Media cuadra más adelante está The Red Victorian, Bed, Breakfast & Art, el coqueto hotel boutique del barrio que cuenta con 18 habitaciones, cada una decorada con un motivo distinto, que evoca los tiempos de gloria de la Era de Acuario. En la vereda de enfrente está Wasteland, una casa de ropa de diseño capaz de provocar un ataque de nervios a una adolescente loca por las compras.

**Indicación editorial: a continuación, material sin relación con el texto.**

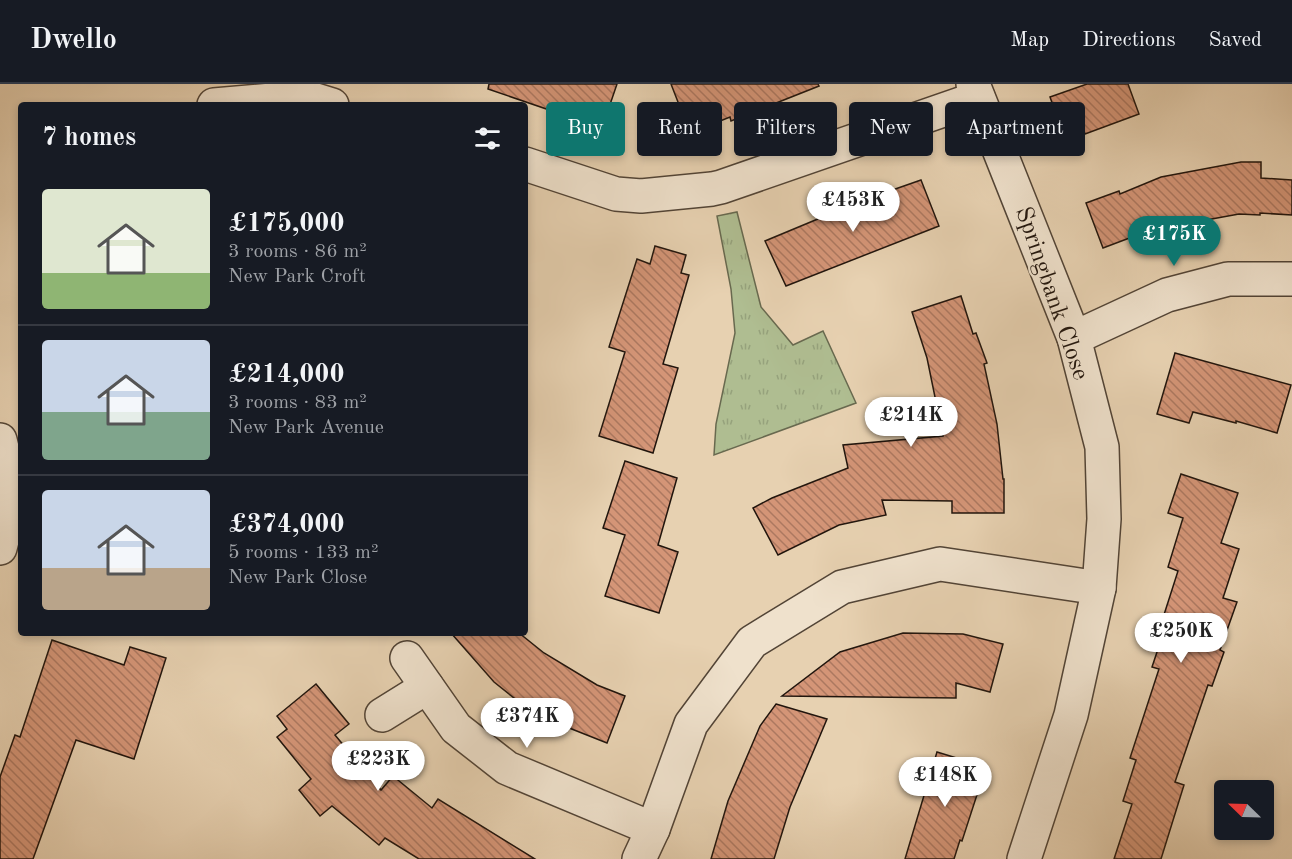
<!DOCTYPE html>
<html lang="en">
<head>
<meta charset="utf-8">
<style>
	:root { --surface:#171b24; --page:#20242c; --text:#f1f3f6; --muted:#9ea1a6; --line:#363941; --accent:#0f766e }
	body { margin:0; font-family:"Old Standard TT",serif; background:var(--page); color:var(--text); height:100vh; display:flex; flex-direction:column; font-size:22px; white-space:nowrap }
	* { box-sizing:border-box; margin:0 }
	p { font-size:20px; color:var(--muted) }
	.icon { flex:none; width:33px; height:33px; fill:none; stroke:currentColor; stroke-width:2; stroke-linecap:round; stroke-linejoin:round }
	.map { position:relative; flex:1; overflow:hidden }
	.side { position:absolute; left:18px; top:18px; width:510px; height:534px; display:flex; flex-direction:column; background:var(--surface); border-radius:6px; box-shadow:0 3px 9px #0003 }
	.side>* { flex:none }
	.guide { position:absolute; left:546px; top:18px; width:570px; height:54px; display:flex; gap:12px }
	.needle { width:39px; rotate:293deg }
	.buttons { position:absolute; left:1214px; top:696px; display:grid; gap:12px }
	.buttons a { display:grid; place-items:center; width:60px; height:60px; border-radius:6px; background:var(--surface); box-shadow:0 3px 9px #0003; font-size:30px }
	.price { position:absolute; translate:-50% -51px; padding:0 14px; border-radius:21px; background:#fff; color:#222; font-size:20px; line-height:39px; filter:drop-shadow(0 2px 3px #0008) }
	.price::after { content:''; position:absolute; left:50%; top:36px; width:18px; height:14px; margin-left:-9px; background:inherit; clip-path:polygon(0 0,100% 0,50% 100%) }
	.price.active { background:var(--accent); color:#fff }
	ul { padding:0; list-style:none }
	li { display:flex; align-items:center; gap:18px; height:150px; padding:0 24px }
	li+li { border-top:2px solid var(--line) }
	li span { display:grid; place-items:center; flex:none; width:168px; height:120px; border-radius:6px; color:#555 }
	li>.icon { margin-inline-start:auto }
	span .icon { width:72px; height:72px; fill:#fffc; stroke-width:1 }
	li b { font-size:26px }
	h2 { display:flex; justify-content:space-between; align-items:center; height:72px; padding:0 24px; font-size:26px }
	.chip { padding:0 21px; border-radius:6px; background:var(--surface); box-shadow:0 3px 9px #0003; font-size:21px; line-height:54px }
	.chip.active { background:var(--accent); color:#fff }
	header { display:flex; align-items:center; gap:36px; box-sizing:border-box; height:84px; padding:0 30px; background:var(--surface); border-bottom:2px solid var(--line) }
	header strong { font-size:28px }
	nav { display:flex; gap:33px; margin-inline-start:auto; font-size:21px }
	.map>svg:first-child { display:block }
	.grass { fill:url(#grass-tufts); stroke:#68694f; stroke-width:1.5 }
	.building { fill:url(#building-back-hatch); stroke:#21150d; stroke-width:1.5 }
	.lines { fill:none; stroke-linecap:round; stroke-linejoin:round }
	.street-casing { stroke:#524436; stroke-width:36 }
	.street { stroke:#efe1cc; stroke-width:33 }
	.labels { text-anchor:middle; stroke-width:4.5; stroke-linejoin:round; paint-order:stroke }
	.street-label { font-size:24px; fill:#21150d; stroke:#efe1cc }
</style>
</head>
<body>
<header>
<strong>Dwello</strong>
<nav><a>Map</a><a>Directions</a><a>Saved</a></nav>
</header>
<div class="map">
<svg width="1292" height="775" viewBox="0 0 1292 775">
	<defs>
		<pattern id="grass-tufts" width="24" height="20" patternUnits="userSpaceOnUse" patternTransform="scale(1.5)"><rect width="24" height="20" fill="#afbd91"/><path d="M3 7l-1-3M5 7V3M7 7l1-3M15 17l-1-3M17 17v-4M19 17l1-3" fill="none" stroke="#96a27c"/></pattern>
		<pattern id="building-back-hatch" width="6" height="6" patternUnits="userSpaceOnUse" patternTransform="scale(1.5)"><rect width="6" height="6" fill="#d49577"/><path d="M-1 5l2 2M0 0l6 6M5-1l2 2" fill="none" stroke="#ac7860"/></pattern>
	</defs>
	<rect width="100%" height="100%" fill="#e7d1b1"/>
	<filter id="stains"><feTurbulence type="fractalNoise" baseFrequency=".00333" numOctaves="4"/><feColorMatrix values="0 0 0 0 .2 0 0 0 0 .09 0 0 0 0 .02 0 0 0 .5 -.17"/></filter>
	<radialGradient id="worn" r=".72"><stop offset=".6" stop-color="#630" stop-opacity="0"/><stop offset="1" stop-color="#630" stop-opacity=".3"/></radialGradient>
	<!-- grass -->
	<path class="grass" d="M 737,128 L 761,223 L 793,261 L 823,247 L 856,319 L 714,371 L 716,340 L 735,249 L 731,205 L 717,132 Z"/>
	<!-- building -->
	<g class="building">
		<path d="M 489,0 L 617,0 L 602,44 L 488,5 Z"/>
		<path d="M 671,0 L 818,0 L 819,2 L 731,37 L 730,33 L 690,49 Z"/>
		<path d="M 1087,0 L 1128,0 L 1139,30 L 1085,50 L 1081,37 L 1061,44 L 1050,13 Z"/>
		<path d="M 1241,78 L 1261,78 L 1261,94 L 1292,96 L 1292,131 L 1260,129 L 1260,131 L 1239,130 L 1168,143 L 1150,151 L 1148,147 L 1103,164 L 1086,119 L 1119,107 L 1120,110 L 1161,93 Z"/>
		<path d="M 921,96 L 939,142 L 786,202 L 765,157 L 861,117 Z"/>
		<path d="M 655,162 L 686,171 L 681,189 L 689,191 L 663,280 L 678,284 L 653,369 L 599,352 L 625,268 L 609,263 L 637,175 L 650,180 Z"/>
		<path d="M 961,212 L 973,250 L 976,249 L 987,279 L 984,280 L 997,340 L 1003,395 L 1004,395 L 1004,429 L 952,429 L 952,417 L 882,416 L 886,431 L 839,441 L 778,471 L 753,424 L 772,414 L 848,384 L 843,361 L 943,352 L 927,274 L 912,228 Z"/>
		<path d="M 1175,269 L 1291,301 L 1277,349 L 1236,337 L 1236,339 L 1193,328 L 1189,339 L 1157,330 Z"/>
		<path d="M 625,377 L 677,394 L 658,461 L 678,468 L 659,529 L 605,512 L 625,451 L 603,444 Z"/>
		<path d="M 1181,390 L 1238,409 L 1221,459 L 1239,465 L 1223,514 L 1237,518 L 1220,566 L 1224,568 L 1212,602 L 1208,601 L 1175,698 L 1184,701 L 1161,775 L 1114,775 L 1132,720 L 1123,717 L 1136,676 L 1130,674 L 1159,585 L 1152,583 L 1167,538 L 1162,537 L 1178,487 L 1168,483 L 1183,434 L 1168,429 Z"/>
		<path d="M 451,549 L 519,549 L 544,569 L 597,601 L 625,612 L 607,659 L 549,636 L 519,618 L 494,598 Z"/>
		<path d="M 903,549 L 963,550 L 1003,560 L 990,608 L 956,599 L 956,614 L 782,612 L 840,568 Z"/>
		<path d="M 52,556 L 124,581 L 130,563 L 166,574 L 134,675 L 76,656 L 33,775 L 0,775 L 0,693 L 15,651 L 20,653 Z"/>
		<path d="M 316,600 L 349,640 L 335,651 L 381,706 L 393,692 L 432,724 L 438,715 L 535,775 L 419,775 L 385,754 L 379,761 L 332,722 L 320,732 L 299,706 L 311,695 L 277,653 L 287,645 L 277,632 Z"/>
		<path d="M 776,620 L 827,635 L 790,723 L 774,775 L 711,775 L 728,717 L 760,642 Z"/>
		<path d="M 937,668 L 986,683 L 962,757 L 960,756 L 954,775 L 905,775 Z"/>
	</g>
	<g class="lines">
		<!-- street casing -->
		<g class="street-casing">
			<g id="street">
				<path d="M 973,0 L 1074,254 L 1102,363 L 1104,435 L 1099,504 L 1071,631 L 1024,775"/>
				<path d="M 214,21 L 306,13 L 332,21"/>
				<path d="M 525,80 L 616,110 L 641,112 L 712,105 L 721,103 L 978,14"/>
				<path d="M 1074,254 L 1167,211 L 1228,195 L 1292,195"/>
				<path d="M 0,356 L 5,376 L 11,422 L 0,464"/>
				<path d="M 407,574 L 456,644 L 507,684 L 653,745"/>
				<path d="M 382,631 L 427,603"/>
				<path d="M 639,775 L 653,745 L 691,640 L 752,558 L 842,503 L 940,480 L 1099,504"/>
			</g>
		</g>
		<!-- street -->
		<use href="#street" class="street"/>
	</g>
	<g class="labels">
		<!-- street labels -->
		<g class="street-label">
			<text transform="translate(1053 209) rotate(71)" y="8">Springbank Close</text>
		</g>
	</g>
	<rect width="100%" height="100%" filter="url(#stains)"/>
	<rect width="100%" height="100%" fill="url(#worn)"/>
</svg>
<div class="buttons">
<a><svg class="needle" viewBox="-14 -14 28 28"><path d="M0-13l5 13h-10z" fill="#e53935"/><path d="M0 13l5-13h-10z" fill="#9ea1a6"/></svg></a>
</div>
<b class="price" style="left:853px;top:149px">£453K</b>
<b class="price active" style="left:1174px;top:183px">£175K</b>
<b class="price" style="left:911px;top:364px">£214K</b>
<b class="price" style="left:1181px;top:580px">£250K</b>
<b class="price" style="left:527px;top:665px">£374K</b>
<b class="price" style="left:378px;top:708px">£223K</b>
<b class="price" style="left:945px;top:724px">£148K</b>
<div class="guide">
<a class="chip active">Buy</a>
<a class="chip">Rent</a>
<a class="chip">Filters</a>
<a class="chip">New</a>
<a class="chip">Apartment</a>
</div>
<section class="side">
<h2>7 homes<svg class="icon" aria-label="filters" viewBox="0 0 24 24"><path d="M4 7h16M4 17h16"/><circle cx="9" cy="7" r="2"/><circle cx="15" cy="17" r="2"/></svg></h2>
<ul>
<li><span style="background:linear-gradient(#dfe7d0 70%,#8fb573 0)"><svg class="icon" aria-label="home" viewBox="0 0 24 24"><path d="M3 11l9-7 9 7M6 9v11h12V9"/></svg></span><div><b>£175,000</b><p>3 rooms · 86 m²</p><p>New Park Croft</p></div></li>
<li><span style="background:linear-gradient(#c9d6e8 60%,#7fa58c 0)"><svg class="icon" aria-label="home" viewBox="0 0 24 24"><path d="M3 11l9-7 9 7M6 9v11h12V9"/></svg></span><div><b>£214,000</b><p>3 rooms · 83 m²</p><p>New Park Avenue</p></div></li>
<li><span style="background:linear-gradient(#c9d6e8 65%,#b9a48a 0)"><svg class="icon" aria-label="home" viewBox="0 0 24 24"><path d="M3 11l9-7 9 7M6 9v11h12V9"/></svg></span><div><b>£374,000</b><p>5 rooms · 133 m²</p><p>New Park Close</p></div></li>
</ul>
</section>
</div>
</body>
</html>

Zapatos, vestidos, accesorios tienen ese toque vintage que hace tan atractivo, tan tentador al “hippie chic”.
Aquí y allá hay pequeños y grandes locales que ofrecen toda clase de artículos para el cultivo y el consumo de marihuana. The Pipe Shop tiene una colección de pipas, con formas y motivos tan curiosos -venden una con la forma de la calavera de cristal de la última pelicula de Indiana Jones- que hubieran dejado de una pieza al mismísimo Popeye. The Cannabis Company es el más completo, venden cortinas con forma de hojas verdes y zapatos de tacos altos con bolsillos ocultos.
Finalmente, con los ojos rojos de tanto mirar, se llega al destino, la legendaria esquina de Haight y Ashbury, que le dio nombre al barrio. Hay que buscar el ángulo exacto para que en la foto salgan los carteles de las calles y también algo, lo que sea, que refleje el espíritu del lugar. No hay caso, por más vueltas que se den, la imagen aparece incompleta. Acaso porque lo que falta, lo que con desesperación se intenta captar, ninguna cámara lo pueda retratar.